Start of Data excerpts

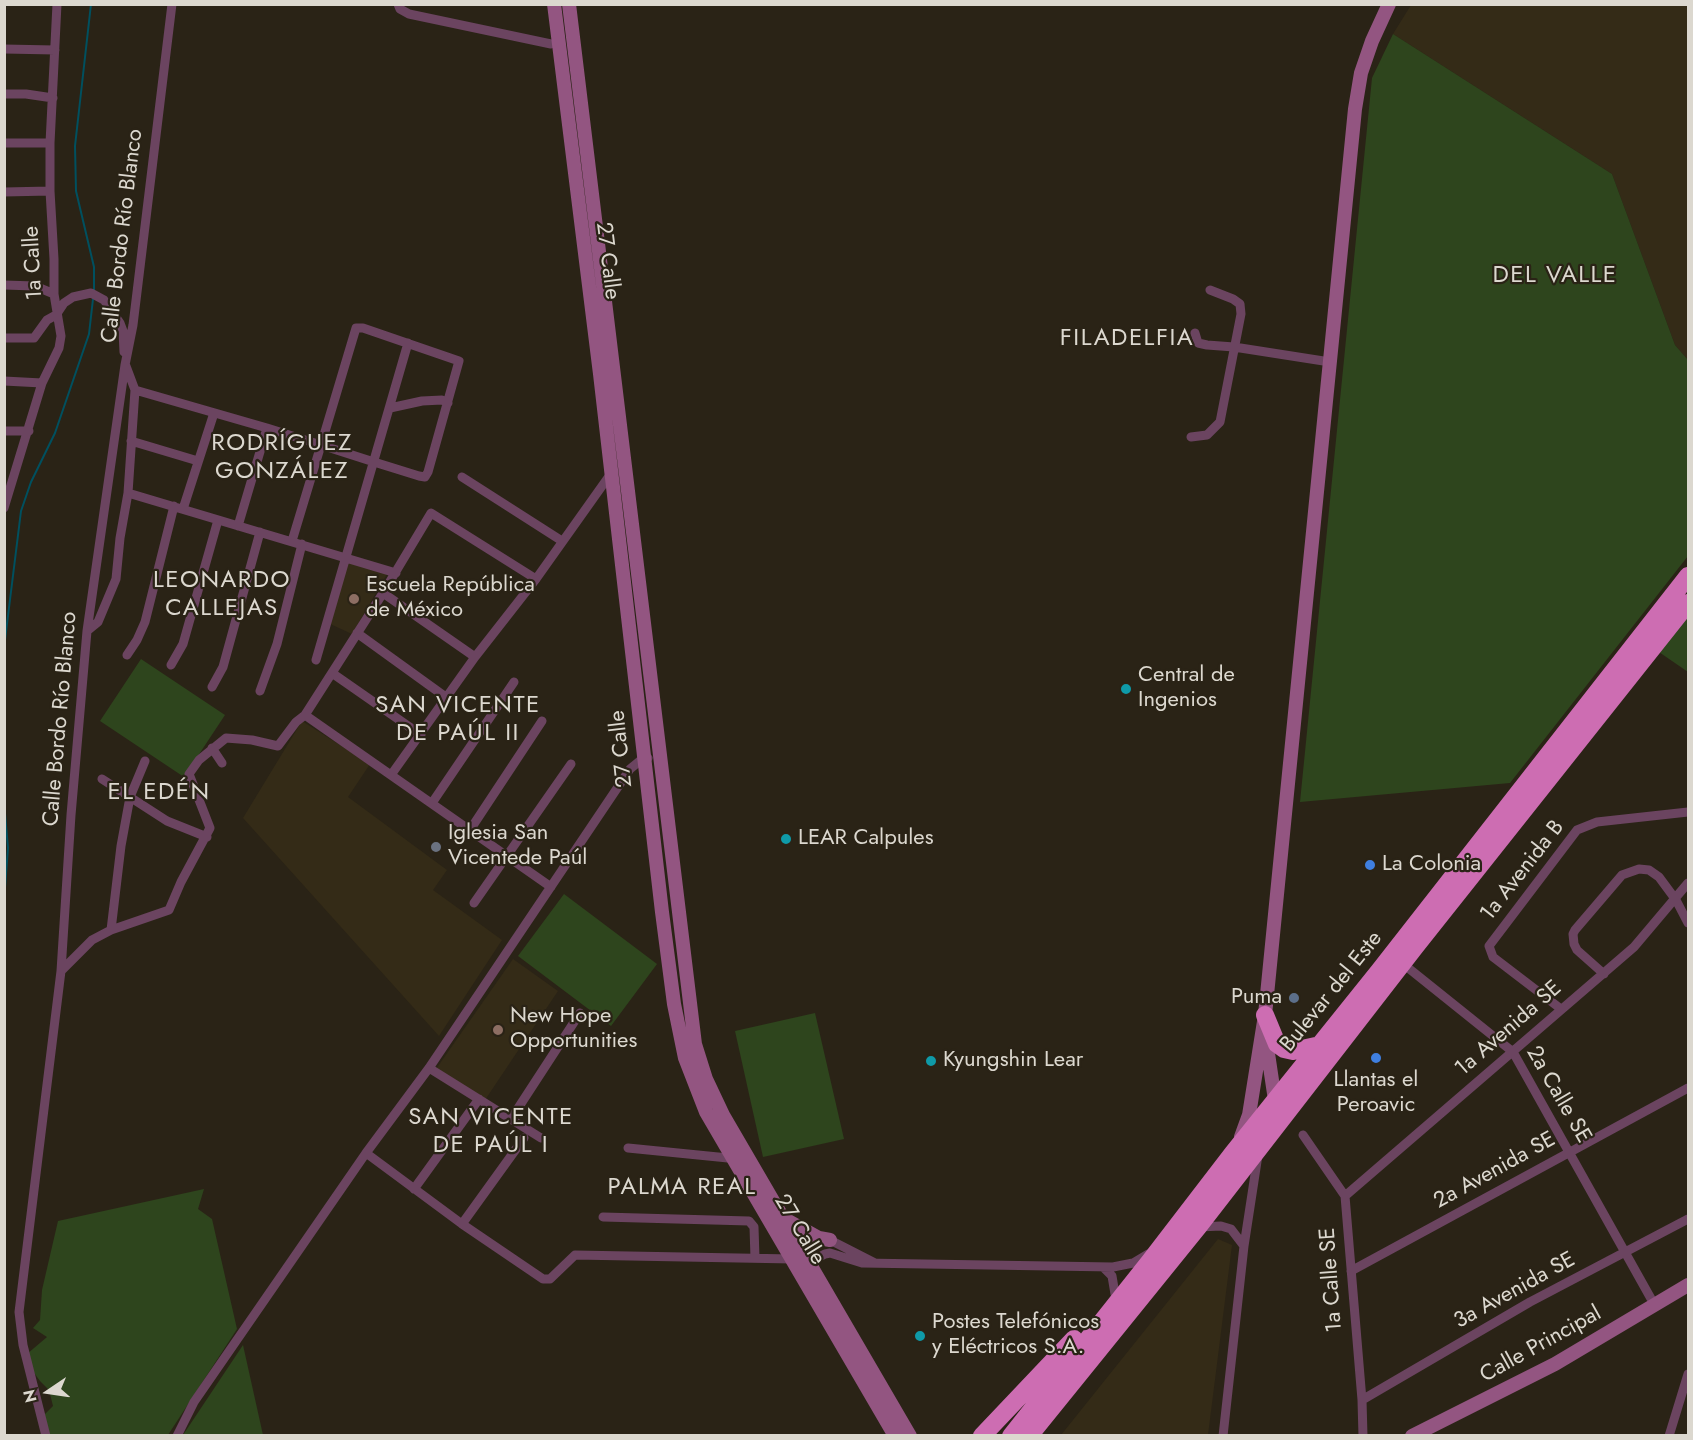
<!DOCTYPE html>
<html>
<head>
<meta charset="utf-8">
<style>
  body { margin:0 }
  #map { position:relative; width:1693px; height:1440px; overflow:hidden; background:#2a2316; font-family:Jost,sans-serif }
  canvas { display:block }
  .frame { position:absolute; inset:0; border:6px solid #dcd8cf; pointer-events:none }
  .north { position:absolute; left:18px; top:1362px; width:60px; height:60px; -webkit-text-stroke:4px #2a2316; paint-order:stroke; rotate:257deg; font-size:16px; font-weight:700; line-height:24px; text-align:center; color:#dcd8cf }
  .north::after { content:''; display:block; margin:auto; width:21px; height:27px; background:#dcd8cf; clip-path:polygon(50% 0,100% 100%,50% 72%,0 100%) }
</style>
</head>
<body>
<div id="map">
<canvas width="1693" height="1440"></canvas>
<div class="frame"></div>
<div class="north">N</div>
</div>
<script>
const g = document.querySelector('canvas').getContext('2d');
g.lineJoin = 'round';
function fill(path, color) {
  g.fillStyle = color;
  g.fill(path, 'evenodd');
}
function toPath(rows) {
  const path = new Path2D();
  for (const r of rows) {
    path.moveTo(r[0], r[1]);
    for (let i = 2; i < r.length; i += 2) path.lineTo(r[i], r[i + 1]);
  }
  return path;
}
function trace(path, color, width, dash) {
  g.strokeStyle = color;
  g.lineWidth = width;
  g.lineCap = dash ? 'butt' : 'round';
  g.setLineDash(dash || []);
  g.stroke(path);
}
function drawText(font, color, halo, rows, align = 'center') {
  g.font = font + ' Jost,sans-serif';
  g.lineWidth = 4.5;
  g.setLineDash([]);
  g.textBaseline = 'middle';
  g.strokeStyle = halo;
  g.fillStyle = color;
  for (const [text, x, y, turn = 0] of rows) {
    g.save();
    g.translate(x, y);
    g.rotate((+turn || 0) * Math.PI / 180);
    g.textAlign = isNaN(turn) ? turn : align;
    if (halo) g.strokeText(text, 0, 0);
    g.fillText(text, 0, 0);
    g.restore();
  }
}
const built = toPath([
  [1411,5,1688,5,1688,360,1675,345,1612,174,1393,34],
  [346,560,387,574,352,634,328,623],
  [302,721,370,764,348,797,447,870,433,890,502,940,439,1036,243,818],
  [513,959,558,991,485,1100,436,1069],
  [1218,1239,1232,1245,1208,1435,1061,1435]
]);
const green = toPath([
  [1393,34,1612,174,1675,345,1688,360,1688,556,1510,783,1300,802,1372,78],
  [1688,613,1688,672,1656,650],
  [141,659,225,715,184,777,100,721],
  [564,894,657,964,611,1026,518,956],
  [815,1013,844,1139,763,1157,735,1031],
  [204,1189,198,1209,212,1219,237,1329,168,1435,49,1435,44,1415,53,1406,49,1390,40,1381,32,1370,27,1354,47,1337,33,1328,40,1320,42,1290,58,1221],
  [243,1345,263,1435,183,1435]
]);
const stream = toPath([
  [91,4,75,146,76,191,94,267,94,290],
  [4,648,21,511,31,482,55,433,89,334,93,299],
  [4,802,8,848,4,901]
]);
const street = toPath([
  [398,4,400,9,409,14,551,44],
  [4,49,55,50],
  [4,94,26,94,53,98],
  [4,143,50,143],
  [4,192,50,191],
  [4,285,35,286,54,294],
  [1195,333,1198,343,1207,345,1234,347,1330,362],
  [4,338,34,338,47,320,56,315,64,303,73,297,91,293,104,300,120,323,123,331,124,352],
  [4,381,42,383],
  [135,390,267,428,321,445,374,462,419,476,425,477,428,472,459,361,363,328,356,328,321,445,292,541],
  [390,408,422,401,442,400,448,403],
  [4,431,29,431],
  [1191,437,1207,435,1220,422,1241,314,1240,304,1233,299,1210,290],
  [131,441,198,461],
  [462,477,562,541],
  [128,493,396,573],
  [4,508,42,383,59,348,61,336,54,294,54,259,50,191,50,143,57,4],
  [183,509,214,413],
  [238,526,267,428],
  [383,593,475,657],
  [87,631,98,622,116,579,120,538,128,493,135,390,126,366],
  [357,633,447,698],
  [127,655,137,640,145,622,174,506],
  [316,660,408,343],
  [171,665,183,644,218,520],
  [332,673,421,735],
  [212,687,223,667,260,532],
  [260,691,277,644,302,544],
  [305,715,551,887],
  [212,748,222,763],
  [391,775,475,657,536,579,612,472],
  [102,779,167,821,207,837],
  [432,803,514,682],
  [470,830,542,721],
  [474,903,571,764],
  [111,930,121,846,130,797,145,761],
  [1402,963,1513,1052,1654,1304],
  [61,971,92,940,111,930,169,910,181,882,210,828,189,774,199,760,226,738,252,740,278,746,296,722,305,715,383,593,431,513,536,579],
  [1604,974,1577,950,1574,944,1573,934,1575,930,1622,875,1639,869,1649,870,1659,877,1676,900,1688,923],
  [1561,1009,1493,957,1489,946,1577,830,1597,822,1688,812],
  [429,1068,541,1138],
  [511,1119,580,1013],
  [1303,1135,1345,1196,1362,1400,1363,1436],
  [628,1148,738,1159],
  [366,1153,462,1224,543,1279,550,1279,575,1255,793,1259,819,1243,830,1240,875,1263],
  [414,1189,479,1099],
  [1345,1196,1634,947,1688,883],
  [603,1217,749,1221,754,1227,755,1258],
  [462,1224,524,1138],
  [1199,1227,1221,1226,1231,1229,1244,1246],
  [806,1264,825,1254,830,1253,862,1263,1113,1267,1133,1263,1148,1254],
  [1103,1267,1112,1276,1115,1294],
  [1351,1271,1688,1088],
  [1362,1400,1530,1302,1688,1219],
  [46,1436,23,1345,19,1312,61,971,71,815,87,631,125,365,133,325,172,4],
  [177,1436,194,1402,366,1153,429,1068,630,769,641,760,648,758],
  [1223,1436,1244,1246,1258,1155],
  [1669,1436,1688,1374]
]);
const secondary = toPath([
  [554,4,600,374,662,912,674,1004,685,1058,706,1112,895,1436],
  [569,4,695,1044,706,1079,723,1115,910,1436],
  [1266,1040,1276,1107],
  [1241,1137,1249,1115,1265,1015,1355,109,1361,73,1372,41,1389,4],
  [783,1218,819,1238,830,1240],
  [1412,1436,1555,1364,1688,1285]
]);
const highway = toPath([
  [1265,1015,1277,1044,1284,1049,1293,1051,1320,1045],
  [982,1436,1074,1339],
  [1011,1436,1150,1261,1233,1153,1380,970,1688,576],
  [1029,1436,1198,1227,1415,947,1688,603]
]);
const markers = [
  [354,599,6,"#8d6e63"],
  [1126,689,6,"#0f9aa8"],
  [786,839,6,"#0f9aa8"],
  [436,847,6,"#6b7280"],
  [1370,865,6,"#3f7fe0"],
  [1294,998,6,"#5c6f8a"],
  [498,1030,6,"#8d6e63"],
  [1376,1058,6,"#3f7fe0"],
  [931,1061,6,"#0f9aa8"],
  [920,1336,6,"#0f9aa8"]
];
const streetNames = [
  ["Calle Bordo Río Blanco",123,236,-83],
  ["27 Calle",607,261,83],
  ["1a Calle",34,263,-93],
  ["Calle Bordo Río Blanco",61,719,-85],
  ["27 Calle",622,749,-96],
  ["1a Avenida B",1523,871,-52],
  ["Bulevar del Este",1332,992,-51],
  ["1a Avenida SE",1509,1029,-41],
  ["2a Calle SE",1558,1095,60],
  ["2a Avenida SE",1495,1171,-29],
  ["27 Calle",799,1230,59],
  ["1a Calle SE",1332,1280,-94],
  ["3a Avenida SE",1515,1291,-29],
  ["Calle Principal",1541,1345,-29]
];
const poiNames = [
  ["Escuela República",366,586],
  ["de México",366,611],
  ["Central de",1138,676],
  ["Ingenios",1138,701],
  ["Iglesia San",448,834],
  ["Vicentede Paúl",448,859],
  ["LEAR Calpules",798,839],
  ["La Colonia",1382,865],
  ["Puma",1282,998,"right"],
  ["New Hope",510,1017],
  ["Opportunities",510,1042],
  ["Kyungshin Lear",943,1061],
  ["Llantas el",1376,1081,"center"],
  ["Peroavic",1376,1106,"center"],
  ["Postes Telefónicos",932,1323],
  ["y Eléctricos S.A.",932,1348]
];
const neighbourhoodNames = [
  ["DEL VALLE",1555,276],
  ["FILADELFIA",1127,339],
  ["RODRÍGUEZ",282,444],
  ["GONZÁLEZ",282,472],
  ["LEONARDO",222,581],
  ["CALLEJAS",222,609],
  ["SAN VICENTE",458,706],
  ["DE PAÚL II",458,734],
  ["EL EDÉN",159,793],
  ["SAN VICENTE",491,1118],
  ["DE PAÚL I",491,1146],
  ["PALMA REAL",682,1188]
];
fill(built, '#342b17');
fill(green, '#2e451d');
trace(stream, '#00505f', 2);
trace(street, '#6b4460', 9);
trace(secondary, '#935581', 14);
trace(highway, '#cd6db2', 18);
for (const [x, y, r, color] of markers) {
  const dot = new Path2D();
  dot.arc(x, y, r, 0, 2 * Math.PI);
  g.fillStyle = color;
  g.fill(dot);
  trace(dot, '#2a2316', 2);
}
drawText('22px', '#dcd8cf', '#2a2316', streetNames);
drawText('22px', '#dcd8cf', '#2a2316', poiNames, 'left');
g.letterSpacing = '1.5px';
drawText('24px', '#dcd8cf', '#2a2316', neighbourhoodNames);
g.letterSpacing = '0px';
</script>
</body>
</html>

End of Data excerpts

Prompt: Your job is to return all lines above that hold the word "canvas".

Response below:
  canvas { display:block }
<canvas width="1693" height="1440"></canvas>
const g = document.querySelector('canvas').getContext('2d');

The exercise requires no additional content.